Project

Profile

Help

Issue #4060

closed

QueryExistingArtifacts stage does not prevent duplicates within a stream

Added by amacdona@redhat.com about 6 years ago. Updated about 5 years ago.

Status:
CLOSED - CURRENTRELEASE
Priority:
Normal
Category:
-
Sprint/Milestone:
Start date:
Due date:
Estimated time:
Severity:
2. Medium
Version:
Platform Release:
OS:
Triaged:
Yes
Groomed:
No
Sprint Candidate:
No
Tags:
Sprint:
Sprint 45
Quarter:

Description

Note: This problem occurs because content_2 (below) either is passed by the QueryExisting stage twice. This problem will occur in the save stage. Either way, 2 or more dupes are in the Queue for the save stage at the same time. Whether the dupes are saved in separate batches or together in 1 batch, we will fail with an integrity error.

I've encountered this while implementing Docker sync, so there isn't a simple reproducer yet. This issue occurs when a sync has multiple metadata files that refer to the same content, which has the same artifact.

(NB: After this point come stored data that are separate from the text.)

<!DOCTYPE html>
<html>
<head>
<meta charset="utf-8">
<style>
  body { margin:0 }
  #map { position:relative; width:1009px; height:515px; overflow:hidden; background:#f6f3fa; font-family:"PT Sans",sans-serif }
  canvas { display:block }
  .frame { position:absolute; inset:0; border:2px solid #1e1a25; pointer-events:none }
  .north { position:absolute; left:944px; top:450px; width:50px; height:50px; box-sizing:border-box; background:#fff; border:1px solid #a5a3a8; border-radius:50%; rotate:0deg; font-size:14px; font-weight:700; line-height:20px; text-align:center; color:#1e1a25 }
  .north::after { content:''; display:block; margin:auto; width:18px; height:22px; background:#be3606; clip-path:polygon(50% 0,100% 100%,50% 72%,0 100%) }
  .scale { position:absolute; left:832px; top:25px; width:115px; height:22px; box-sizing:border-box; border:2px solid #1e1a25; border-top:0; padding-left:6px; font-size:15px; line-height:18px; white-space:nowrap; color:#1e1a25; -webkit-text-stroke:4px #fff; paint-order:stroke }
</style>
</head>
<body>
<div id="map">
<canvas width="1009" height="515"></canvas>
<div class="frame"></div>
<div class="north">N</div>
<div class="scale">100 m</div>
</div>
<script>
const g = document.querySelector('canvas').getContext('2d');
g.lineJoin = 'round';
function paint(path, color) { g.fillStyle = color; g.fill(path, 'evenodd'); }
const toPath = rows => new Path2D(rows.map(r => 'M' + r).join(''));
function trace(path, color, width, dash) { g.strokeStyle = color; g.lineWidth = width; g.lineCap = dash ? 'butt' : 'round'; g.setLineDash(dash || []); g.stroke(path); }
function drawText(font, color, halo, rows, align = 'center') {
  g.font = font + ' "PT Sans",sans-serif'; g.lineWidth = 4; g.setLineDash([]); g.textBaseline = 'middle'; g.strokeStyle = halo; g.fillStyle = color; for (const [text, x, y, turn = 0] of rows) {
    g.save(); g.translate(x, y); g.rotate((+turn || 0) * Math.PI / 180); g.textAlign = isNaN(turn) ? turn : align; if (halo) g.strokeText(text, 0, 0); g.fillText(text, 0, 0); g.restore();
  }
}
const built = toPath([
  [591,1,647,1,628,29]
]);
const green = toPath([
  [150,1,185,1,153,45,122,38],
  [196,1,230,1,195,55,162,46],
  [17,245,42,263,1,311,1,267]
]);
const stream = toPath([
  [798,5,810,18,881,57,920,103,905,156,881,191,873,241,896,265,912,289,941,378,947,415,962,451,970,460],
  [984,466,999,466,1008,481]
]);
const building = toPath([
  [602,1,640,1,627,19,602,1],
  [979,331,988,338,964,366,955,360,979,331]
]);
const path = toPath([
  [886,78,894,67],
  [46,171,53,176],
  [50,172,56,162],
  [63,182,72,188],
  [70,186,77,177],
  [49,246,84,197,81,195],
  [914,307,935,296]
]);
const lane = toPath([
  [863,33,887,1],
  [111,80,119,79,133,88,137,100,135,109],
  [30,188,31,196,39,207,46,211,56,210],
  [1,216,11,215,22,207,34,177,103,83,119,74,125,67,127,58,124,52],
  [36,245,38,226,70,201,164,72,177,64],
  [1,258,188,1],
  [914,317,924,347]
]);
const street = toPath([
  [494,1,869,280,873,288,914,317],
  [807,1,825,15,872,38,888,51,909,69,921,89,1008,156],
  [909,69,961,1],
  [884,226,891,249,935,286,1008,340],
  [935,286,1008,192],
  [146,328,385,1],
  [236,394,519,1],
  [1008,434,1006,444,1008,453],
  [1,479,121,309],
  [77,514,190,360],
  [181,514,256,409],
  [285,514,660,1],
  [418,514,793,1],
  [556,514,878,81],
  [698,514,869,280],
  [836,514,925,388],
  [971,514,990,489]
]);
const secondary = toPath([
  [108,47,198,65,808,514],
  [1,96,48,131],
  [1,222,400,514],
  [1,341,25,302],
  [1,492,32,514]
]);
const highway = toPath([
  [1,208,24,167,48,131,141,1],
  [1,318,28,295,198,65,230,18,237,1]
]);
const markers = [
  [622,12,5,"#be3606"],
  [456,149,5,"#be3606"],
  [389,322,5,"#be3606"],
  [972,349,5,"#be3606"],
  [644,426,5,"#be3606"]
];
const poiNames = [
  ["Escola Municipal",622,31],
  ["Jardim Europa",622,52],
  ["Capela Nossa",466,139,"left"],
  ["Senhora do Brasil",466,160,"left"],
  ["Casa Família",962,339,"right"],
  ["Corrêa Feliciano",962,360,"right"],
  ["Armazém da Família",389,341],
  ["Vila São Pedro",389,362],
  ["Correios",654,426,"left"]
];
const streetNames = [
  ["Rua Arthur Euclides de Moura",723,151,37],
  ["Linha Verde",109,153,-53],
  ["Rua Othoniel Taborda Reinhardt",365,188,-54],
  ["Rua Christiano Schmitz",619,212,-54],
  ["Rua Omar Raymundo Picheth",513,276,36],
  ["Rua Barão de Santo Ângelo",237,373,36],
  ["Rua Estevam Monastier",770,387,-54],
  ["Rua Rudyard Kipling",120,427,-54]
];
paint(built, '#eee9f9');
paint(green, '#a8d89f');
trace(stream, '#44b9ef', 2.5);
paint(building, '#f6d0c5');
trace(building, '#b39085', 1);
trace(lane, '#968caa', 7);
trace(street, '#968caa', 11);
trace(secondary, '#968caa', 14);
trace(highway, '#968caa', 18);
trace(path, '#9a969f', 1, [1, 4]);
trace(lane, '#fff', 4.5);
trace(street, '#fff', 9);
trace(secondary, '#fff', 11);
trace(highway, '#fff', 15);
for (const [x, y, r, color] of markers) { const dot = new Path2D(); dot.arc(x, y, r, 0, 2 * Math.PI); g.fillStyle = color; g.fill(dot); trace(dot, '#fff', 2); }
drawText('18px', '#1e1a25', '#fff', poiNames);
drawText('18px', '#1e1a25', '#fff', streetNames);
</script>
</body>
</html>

metadata_1.artifacts = [content_1, content_2]
metadata_2.artifacts = [content_2, content_3]

content_2 and its artifact are able to pass through the pipeline twice resulting in a duplicate key.

django.db.utils.IntegrityError: duplicate key value violates unique constraint "pulp_app_artifact_sha256_key"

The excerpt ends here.